BEGIN Data provided
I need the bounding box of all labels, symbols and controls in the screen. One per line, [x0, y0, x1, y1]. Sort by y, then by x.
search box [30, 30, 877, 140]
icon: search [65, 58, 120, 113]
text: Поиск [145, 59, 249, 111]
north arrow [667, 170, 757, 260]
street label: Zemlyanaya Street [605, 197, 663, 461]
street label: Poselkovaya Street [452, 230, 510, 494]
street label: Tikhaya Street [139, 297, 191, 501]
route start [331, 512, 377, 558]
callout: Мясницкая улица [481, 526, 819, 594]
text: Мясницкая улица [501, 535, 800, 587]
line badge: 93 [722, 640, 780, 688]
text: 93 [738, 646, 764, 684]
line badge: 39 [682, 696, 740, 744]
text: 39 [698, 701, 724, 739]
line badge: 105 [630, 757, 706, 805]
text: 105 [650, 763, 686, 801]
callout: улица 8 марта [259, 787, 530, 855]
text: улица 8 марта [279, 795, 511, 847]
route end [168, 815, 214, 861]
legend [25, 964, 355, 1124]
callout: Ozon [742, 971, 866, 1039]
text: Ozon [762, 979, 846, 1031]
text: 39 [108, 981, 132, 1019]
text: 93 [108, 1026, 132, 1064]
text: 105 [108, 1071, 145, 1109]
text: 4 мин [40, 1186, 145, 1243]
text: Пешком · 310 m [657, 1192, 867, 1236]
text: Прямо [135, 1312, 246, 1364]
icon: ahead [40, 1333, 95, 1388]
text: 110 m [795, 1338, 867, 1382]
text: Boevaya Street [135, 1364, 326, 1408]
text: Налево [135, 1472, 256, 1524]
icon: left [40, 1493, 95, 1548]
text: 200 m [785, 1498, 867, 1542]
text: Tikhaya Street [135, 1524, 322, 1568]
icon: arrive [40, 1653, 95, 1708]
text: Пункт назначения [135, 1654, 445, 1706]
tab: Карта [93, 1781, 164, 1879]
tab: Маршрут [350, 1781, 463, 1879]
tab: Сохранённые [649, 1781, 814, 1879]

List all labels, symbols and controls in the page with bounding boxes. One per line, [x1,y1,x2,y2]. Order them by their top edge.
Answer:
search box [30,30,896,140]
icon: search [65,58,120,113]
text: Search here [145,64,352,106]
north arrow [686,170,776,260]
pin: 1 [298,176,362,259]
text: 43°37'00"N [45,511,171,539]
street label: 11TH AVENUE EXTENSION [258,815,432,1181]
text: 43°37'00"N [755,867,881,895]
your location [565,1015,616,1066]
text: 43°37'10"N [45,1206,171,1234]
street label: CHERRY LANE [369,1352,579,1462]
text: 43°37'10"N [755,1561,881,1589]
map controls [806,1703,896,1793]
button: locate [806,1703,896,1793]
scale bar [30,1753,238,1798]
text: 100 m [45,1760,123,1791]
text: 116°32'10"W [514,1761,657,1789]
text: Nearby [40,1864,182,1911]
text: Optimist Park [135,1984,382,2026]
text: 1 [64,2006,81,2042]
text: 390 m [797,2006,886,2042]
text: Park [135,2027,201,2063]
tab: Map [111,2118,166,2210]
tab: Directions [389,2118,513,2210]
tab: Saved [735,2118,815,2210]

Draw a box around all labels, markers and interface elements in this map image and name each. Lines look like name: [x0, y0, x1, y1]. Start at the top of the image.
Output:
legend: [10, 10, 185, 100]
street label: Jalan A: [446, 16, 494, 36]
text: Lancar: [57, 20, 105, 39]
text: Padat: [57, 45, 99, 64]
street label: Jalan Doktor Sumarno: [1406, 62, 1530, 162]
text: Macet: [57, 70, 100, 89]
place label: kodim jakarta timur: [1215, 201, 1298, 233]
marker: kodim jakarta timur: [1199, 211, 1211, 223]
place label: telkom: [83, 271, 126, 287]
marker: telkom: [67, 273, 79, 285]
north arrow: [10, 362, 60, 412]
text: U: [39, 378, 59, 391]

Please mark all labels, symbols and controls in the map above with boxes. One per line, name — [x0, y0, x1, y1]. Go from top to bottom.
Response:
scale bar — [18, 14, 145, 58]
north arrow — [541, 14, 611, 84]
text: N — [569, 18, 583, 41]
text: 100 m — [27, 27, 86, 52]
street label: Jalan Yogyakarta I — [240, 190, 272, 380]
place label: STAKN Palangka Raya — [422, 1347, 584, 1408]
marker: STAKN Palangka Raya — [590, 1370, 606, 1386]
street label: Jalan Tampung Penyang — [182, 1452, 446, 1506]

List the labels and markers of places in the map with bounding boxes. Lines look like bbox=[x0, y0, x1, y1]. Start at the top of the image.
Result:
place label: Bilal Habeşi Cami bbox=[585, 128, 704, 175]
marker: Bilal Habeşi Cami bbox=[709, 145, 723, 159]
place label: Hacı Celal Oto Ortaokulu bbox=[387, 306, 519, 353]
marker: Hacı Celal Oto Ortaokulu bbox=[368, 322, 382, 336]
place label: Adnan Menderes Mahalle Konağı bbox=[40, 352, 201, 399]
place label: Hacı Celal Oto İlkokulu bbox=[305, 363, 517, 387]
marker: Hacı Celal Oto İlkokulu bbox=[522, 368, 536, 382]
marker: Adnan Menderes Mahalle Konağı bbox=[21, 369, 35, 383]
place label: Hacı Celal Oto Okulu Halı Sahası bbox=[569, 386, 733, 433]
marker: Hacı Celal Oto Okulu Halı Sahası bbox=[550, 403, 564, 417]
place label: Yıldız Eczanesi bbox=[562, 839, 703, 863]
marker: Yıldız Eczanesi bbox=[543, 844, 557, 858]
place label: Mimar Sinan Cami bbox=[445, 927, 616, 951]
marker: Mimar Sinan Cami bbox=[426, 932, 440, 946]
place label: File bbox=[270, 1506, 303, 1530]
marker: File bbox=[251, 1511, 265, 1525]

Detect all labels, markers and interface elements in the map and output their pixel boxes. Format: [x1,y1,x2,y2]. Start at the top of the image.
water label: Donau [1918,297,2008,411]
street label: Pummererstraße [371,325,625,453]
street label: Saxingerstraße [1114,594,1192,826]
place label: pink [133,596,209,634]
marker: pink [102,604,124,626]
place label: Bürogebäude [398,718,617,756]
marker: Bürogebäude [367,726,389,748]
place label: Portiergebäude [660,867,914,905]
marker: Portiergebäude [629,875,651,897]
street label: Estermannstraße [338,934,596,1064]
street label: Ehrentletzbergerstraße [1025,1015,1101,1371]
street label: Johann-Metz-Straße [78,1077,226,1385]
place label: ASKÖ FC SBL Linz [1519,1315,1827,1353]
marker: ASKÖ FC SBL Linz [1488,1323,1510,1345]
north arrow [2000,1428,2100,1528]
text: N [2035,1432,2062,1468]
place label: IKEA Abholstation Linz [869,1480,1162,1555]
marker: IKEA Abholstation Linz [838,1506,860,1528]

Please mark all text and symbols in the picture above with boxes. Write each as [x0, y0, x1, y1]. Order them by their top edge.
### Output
END Data provided
* [Task directions]: Go line by line through the data and copy any that contain "above".

* [Output of the task]:
Please mark all labels, symbols and controls in the map above with boxes. One per line, name — [x0, y0, x1, y1]. Go from top to bottom.
Please mark all text and symbols in the picture above with boxes. Write each as [x0, y0, x1, y1]. Order them by their top edge.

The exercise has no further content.